(Saved data entries)
*** Begin section ***
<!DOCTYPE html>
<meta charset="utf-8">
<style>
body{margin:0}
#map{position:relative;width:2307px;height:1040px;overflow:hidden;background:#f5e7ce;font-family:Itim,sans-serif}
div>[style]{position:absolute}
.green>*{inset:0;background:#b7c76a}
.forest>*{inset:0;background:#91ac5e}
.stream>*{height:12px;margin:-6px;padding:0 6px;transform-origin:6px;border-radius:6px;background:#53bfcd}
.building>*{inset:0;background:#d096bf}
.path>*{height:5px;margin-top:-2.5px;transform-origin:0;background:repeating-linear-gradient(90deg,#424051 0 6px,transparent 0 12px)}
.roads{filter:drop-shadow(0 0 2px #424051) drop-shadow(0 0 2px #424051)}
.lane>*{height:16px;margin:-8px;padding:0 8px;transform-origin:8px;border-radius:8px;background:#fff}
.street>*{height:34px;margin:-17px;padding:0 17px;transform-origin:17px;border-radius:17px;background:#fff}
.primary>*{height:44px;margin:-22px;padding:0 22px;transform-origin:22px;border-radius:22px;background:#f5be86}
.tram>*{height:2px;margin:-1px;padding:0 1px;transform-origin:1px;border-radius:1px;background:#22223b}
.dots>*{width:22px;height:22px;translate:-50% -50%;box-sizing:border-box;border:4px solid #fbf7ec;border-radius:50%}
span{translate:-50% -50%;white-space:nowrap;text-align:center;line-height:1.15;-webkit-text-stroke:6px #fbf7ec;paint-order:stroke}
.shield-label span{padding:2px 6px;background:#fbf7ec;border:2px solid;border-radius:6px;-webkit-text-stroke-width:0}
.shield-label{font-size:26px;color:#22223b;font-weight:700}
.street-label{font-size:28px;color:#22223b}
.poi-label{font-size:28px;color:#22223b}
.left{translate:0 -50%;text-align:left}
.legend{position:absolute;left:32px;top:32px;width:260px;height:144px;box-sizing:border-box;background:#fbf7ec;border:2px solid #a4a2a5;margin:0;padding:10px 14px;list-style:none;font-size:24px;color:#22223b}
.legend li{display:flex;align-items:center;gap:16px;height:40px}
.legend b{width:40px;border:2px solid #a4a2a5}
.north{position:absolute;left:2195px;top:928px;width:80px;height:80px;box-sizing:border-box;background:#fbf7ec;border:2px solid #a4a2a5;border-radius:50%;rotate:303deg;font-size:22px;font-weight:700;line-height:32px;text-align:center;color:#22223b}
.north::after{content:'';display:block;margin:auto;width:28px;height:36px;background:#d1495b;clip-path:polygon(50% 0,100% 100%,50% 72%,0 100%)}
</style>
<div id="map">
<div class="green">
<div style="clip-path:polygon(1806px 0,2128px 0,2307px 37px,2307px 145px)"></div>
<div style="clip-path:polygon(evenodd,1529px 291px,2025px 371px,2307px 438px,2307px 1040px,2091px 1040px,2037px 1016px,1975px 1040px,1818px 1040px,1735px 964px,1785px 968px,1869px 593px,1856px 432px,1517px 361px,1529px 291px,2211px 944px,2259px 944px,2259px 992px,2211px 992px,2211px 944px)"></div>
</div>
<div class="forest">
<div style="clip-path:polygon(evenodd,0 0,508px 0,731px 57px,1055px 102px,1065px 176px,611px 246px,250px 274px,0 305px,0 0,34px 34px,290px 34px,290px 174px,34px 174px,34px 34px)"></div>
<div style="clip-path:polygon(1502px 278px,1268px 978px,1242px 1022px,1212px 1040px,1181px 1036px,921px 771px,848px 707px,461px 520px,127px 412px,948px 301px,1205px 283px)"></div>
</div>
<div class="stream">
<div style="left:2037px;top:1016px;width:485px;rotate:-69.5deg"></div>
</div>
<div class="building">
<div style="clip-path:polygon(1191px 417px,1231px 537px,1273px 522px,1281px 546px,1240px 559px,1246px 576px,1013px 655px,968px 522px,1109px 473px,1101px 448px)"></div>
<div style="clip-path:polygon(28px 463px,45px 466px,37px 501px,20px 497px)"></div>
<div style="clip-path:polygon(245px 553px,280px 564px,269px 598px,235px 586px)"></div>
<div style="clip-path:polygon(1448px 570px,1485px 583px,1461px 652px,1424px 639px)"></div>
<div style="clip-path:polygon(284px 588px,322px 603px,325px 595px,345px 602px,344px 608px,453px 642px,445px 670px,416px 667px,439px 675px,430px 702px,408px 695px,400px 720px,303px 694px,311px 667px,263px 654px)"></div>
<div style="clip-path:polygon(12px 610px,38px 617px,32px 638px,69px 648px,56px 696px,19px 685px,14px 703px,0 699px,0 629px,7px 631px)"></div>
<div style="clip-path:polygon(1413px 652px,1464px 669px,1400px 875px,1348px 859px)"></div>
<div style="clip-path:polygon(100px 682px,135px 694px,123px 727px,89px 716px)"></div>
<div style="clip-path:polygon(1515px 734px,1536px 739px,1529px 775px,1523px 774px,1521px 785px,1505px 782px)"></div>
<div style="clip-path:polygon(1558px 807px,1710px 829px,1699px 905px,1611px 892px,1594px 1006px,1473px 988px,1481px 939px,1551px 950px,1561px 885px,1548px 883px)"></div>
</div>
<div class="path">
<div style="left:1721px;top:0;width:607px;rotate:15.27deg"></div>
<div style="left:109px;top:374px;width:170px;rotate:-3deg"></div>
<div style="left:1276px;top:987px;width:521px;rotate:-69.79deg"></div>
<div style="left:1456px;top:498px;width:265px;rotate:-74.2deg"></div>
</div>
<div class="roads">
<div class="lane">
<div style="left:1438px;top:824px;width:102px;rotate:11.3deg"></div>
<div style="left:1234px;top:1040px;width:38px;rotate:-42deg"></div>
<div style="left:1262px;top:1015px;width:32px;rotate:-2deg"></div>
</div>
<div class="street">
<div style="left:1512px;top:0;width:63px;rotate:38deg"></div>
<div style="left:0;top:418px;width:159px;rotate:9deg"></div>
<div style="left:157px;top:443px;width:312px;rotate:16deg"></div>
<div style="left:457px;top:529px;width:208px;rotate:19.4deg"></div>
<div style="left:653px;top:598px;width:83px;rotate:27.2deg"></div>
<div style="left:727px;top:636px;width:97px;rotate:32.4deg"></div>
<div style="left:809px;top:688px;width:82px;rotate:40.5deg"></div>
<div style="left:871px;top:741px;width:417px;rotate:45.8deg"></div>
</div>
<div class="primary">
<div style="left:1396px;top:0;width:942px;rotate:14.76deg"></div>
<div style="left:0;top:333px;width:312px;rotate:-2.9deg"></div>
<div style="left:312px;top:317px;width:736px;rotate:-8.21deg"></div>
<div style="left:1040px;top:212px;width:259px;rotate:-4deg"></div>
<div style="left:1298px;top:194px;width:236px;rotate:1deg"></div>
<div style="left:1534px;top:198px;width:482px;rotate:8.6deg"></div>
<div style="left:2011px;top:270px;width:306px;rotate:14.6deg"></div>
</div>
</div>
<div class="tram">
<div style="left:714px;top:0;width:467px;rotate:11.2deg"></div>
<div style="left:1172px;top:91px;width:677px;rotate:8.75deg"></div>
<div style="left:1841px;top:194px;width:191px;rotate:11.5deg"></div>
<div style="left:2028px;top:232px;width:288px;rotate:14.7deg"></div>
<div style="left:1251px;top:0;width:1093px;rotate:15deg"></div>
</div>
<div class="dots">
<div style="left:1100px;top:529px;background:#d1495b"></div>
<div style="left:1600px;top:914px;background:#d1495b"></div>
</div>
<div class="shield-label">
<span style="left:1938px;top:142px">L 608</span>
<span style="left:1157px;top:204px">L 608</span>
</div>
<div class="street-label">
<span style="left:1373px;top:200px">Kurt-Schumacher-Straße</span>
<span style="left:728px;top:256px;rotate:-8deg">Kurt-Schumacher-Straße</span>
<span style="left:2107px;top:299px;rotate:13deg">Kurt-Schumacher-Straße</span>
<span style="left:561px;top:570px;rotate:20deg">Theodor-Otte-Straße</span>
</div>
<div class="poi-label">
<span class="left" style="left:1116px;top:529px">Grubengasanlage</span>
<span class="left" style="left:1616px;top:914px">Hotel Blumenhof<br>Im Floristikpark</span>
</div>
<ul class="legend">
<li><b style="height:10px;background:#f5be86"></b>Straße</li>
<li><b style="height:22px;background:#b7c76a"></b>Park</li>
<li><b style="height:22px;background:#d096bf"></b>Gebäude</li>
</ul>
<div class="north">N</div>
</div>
*** End section ***
» **Instructions to follow**:
Each line above that contains the string "stream" should be copied.

» **Exercise solution**:
.stream>*{height:12px;margin:-6px;padding:0 6px;transform-origin:6px;border-radius:6px;background:#53bfcd}
<div class="stream">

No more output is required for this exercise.